Last week’s Fusuma side-story is followed by another side-story on Ushio and Tora’s journey to Hokkaido, and the show continues to prove it’s imminently competant at entertaining standalone stories that are part and parcel of Ushio’s new role in the world as a keeper of balance.
This week’s tale involve a family of fox-like Kamaitachi youkai siblings, two of whom are trying to reign in their wild, murderous brother Juurou, whom we meet as he rips the roof off a Honda, lopping off the heads of its occupants in the process. Kagari and Raishin are the sensible, older siblings, who test Ushio then bring him to their home in the forest.
They don’t mince a bunch of words: they want Ushio to kill Juurou, before he kills enough humans to incite a reaction that will wipe out all kamaitachi. That being said, it’s never clear whether these three are all that’s left of their kind. All we know is, Raishin and particularly Kagari are immensely proud youkai, and while they love their brother (Kagari lops Tora’s arm off when he speaks ill of him), killing humans without reason is wrong.
Of course, when Juurou shows up, looking every inch the troubled, rebellious baby brother, he gives his reasons: every time he and his siblings are settled and content, the humans come and build something, destroying their home in the process and making them flee. He’s sick of it, and he’s become consumed by hatred, both of humans and for himself for not being strong enough to stop them. All he can do is lash out indiscriminately, treating all humans as guilty.
Ushio can’t let that stand, so he rushes Juurou, but runs into a spot of trouble when he’s FRIKKIN’ KILLED. The look on Tora’s face when he realizes Ushio has died, and the panic that seems to course through him until Kagari heals him, is more evidence that Ushio and Tora are Best Frenemies Forever. I also like how Ushio dies, if only temporarily, even in a side-story episode. His life is a lot more dangerous. Fortunately, he’s an extremely tough kid, and they come right back at Juurou before he can kill any more humans.

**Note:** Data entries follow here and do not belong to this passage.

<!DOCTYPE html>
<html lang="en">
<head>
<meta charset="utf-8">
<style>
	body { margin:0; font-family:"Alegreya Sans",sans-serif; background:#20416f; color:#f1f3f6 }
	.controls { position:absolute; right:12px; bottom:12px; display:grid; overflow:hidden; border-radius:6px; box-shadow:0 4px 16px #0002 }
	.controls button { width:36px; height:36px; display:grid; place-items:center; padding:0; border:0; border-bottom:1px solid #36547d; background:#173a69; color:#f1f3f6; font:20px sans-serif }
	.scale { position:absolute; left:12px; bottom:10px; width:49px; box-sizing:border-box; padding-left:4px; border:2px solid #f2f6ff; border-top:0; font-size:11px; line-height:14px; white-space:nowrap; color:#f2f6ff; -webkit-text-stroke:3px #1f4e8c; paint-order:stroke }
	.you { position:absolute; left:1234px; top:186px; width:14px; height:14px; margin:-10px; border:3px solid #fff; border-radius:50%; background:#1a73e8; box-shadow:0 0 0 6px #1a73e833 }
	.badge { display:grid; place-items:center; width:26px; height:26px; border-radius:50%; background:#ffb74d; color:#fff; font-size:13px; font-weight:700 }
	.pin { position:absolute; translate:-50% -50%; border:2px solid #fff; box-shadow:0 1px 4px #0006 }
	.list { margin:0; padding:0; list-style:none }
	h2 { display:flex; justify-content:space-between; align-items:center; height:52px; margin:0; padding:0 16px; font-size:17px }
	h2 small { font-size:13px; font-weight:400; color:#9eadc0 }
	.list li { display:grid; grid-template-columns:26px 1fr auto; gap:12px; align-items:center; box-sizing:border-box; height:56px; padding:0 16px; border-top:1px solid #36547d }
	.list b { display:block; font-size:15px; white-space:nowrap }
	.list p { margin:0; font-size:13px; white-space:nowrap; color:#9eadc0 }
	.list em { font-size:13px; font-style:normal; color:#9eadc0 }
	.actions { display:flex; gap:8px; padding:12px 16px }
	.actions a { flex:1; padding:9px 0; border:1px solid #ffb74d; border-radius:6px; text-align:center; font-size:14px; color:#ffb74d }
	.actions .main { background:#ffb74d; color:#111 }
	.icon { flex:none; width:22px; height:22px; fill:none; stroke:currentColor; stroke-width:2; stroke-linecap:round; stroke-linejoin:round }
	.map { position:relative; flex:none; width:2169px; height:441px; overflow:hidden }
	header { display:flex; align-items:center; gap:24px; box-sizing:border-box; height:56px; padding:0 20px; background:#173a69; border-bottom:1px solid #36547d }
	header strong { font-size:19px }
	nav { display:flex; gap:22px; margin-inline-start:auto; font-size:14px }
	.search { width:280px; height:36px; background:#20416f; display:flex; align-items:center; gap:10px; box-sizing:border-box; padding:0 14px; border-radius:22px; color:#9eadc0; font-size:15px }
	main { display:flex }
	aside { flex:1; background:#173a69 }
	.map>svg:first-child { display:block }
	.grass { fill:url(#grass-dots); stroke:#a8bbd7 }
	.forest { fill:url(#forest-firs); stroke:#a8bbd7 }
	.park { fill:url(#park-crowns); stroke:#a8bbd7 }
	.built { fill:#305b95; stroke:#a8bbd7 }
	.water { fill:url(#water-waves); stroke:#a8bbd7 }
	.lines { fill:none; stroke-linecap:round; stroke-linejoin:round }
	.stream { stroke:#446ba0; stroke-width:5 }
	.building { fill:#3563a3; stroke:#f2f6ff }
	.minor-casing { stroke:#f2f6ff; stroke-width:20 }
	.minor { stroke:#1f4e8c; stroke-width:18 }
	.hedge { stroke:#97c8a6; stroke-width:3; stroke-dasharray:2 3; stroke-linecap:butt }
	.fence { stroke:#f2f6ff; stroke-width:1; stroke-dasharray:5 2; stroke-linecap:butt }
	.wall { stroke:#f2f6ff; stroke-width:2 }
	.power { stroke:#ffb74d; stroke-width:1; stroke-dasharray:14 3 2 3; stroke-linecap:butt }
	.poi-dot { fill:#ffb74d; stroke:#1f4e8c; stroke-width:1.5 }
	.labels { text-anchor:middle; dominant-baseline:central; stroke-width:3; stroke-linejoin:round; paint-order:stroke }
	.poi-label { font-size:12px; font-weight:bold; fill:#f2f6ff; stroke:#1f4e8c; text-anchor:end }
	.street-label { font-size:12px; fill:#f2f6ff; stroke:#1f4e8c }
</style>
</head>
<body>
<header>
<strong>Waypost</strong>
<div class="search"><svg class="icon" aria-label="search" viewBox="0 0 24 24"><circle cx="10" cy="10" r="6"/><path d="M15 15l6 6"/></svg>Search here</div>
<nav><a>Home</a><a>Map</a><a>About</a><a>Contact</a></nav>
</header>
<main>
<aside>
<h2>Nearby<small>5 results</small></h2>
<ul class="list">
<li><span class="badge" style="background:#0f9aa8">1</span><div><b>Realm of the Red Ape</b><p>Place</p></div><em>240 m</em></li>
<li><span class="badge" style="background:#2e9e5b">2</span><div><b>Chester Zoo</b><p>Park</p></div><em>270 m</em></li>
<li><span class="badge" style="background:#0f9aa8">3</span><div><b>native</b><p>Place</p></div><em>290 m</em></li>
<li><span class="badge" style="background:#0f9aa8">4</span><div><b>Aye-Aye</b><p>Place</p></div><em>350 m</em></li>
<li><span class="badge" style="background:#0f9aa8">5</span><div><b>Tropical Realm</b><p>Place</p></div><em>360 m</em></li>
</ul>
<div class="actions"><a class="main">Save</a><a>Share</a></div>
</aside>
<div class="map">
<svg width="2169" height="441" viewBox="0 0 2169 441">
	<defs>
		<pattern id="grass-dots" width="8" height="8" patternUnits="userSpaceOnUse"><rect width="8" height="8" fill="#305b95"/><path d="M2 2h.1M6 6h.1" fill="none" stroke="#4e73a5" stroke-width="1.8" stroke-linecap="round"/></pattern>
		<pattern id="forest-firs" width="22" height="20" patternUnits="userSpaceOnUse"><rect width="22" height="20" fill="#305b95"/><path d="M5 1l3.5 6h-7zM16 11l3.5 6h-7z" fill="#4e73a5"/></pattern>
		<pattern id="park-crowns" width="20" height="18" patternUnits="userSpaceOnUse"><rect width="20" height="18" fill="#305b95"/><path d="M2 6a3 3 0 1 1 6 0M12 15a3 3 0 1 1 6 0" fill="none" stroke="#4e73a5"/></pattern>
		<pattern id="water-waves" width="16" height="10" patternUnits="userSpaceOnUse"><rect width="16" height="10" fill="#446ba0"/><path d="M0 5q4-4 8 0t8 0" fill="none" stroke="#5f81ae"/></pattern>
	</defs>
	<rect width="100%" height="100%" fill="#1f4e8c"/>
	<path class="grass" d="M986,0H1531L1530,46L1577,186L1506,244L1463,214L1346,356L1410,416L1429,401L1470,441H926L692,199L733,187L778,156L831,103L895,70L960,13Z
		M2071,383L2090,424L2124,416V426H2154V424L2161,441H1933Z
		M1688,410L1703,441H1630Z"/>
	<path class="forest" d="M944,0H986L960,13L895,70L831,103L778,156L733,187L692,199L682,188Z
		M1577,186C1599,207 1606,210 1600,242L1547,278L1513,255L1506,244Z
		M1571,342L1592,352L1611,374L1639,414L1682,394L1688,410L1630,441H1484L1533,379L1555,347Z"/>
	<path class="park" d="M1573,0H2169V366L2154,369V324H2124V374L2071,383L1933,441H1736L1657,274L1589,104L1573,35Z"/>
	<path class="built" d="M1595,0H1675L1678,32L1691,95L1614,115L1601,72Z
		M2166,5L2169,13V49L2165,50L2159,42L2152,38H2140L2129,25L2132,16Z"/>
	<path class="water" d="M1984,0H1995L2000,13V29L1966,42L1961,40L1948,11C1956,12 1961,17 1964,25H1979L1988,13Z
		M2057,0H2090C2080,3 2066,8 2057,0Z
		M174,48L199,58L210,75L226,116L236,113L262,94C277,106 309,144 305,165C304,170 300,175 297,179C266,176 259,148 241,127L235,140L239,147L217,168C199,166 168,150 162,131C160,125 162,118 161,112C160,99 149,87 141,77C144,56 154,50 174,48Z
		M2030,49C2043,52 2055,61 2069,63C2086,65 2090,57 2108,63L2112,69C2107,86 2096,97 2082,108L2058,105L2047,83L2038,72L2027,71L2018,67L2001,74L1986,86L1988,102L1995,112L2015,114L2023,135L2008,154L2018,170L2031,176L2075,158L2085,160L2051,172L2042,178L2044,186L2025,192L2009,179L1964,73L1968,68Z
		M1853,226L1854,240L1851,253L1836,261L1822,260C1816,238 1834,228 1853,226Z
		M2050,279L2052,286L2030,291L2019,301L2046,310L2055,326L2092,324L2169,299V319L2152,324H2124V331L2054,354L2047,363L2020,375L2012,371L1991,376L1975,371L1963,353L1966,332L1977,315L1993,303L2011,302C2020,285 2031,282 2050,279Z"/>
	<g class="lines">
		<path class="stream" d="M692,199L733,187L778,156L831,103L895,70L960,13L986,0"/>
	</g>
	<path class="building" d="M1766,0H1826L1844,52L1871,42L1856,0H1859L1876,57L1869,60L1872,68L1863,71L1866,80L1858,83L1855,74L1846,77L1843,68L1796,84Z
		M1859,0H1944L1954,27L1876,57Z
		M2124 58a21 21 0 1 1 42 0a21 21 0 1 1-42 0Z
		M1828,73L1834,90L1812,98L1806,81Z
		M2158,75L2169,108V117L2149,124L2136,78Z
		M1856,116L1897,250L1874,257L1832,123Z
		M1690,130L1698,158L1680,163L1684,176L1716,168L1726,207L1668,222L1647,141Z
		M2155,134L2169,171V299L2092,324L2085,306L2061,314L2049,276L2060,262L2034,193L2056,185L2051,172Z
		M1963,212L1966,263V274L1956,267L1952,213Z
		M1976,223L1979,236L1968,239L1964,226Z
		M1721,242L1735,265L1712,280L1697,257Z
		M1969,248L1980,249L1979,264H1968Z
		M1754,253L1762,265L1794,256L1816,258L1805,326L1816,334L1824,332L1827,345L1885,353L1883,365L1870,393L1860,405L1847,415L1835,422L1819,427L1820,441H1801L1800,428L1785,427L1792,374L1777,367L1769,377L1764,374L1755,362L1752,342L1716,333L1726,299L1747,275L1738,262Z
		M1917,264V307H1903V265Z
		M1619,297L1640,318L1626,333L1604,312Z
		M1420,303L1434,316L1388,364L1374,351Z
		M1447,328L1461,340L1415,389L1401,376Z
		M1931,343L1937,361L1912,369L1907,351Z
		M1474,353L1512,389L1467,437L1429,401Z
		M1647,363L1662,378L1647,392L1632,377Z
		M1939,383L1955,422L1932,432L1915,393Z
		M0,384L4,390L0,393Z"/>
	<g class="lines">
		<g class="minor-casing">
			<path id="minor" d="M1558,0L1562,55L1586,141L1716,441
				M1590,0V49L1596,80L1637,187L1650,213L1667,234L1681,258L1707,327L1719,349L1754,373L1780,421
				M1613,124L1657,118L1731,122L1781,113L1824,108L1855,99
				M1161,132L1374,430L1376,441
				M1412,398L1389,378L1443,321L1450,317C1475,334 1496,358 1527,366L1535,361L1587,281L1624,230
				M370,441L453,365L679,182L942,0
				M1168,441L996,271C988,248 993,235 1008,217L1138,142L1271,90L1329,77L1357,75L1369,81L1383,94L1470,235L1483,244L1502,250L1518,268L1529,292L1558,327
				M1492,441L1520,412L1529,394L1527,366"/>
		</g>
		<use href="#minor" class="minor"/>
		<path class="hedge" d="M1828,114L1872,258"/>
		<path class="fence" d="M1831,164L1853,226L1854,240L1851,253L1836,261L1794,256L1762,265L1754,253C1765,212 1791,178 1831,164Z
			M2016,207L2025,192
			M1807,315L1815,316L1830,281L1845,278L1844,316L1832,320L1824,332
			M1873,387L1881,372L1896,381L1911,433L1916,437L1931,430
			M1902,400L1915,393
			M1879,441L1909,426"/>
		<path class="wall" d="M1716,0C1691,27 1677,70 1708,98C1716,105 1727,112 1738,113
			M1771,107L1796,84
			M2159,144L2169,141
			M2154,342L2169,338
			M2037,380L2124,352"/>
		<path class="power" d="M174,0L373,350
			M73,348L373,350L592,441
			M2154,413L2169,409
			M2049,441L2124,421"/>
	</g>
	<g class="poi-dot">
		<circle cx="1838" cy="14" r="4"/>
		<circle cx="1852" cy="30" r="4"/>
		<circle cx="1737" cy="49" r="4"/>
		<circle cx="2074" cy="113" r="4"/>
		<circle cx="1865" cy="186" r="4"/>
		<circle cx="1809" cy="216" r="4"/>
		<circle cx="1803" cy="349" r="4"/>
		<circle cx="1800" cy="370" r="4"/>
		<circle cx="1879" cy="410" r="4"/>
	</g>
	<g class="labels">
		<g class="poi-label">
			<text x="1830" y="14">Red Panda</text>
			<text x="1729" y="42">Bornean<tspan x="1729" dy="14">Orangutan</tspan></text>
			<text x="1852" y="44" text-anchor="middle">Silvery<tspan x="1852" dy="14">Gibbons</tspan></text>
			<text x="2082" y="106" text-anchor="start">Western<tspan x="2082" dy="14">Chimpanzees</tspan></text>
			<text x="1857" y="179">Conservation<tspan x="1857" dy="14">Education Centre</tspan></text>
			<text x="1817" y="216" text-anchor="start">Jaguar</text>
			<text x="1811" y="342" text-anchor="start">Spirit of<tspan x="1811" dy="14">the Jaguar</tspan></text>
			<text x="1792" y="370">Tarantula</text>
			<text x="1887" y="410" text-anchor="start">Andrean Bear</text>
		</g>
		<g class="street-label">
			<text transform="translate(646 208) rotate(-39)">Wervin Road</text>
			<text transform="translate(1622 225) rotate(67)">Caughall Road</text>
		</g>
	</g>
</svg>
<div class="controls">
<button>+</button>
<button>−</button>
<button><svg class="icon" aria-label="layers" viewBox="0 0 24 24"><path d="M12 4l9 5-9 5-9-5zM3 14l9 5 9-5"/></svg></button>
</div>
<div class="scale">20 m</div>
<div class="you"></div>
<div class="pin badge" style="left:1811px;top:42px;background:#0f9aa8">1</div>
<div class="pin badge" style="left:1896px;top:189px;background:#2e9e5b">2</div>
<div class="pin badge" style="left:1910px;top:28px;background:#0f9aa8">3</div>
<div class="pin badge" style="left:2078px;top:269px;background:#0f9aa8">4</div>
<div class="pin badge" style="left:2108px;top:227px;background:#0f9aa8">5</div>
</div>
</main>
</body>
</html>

Once Ushio has met Juurou, he can relate to the hatred of having something he loved taken away—in his case, a “dangerous” jungle gym that was dismantled after a kid fell off it. Ushio’s always been the kind of guy who learns lessons by falling off or into things, perhaps not entirely sensitive to the frailer youths around him. But I can imagine being his age and losing something that cool would be devastating, even if it’s not the same scale as the Kamaitachi losing multiple homes to human development.
The site of the still under-construction freeway becomes a battlefield, but a sequence of events, from Juurou tearing off a big side of a rocky cliff to a truck falling on Kagari and Raishin and its gas leaking out, to the construction workers accidentally igniting the fuel with his cigarette, the situation just grows more and more tense. But Ushio and Tora keep the rock and truck from crushing Juurou’s family, and even a few construction workers hear Ushio’s pleas for help and are able to lift the truck off the Kamaitachi.
It’s a night that shows Juurou the better side of humans, and that morning Ushio vows to find him and his brother and sister a new place to live where they’ll be safe. Juurou says that would be great, but leaps out to attack Ushio anyway, getting stabbed through the heart with the Beast Spear in the process.
There’s no happy ending here for the family of Kamaitachi, as perhaps Juurou believed it was too late for him, after all the killing he did and pain he endured. But hearing Ushio simply acknowledge the magnitude of what humans did to him, and earnestly apologizing, helped Juurou die a marginally happy youkai.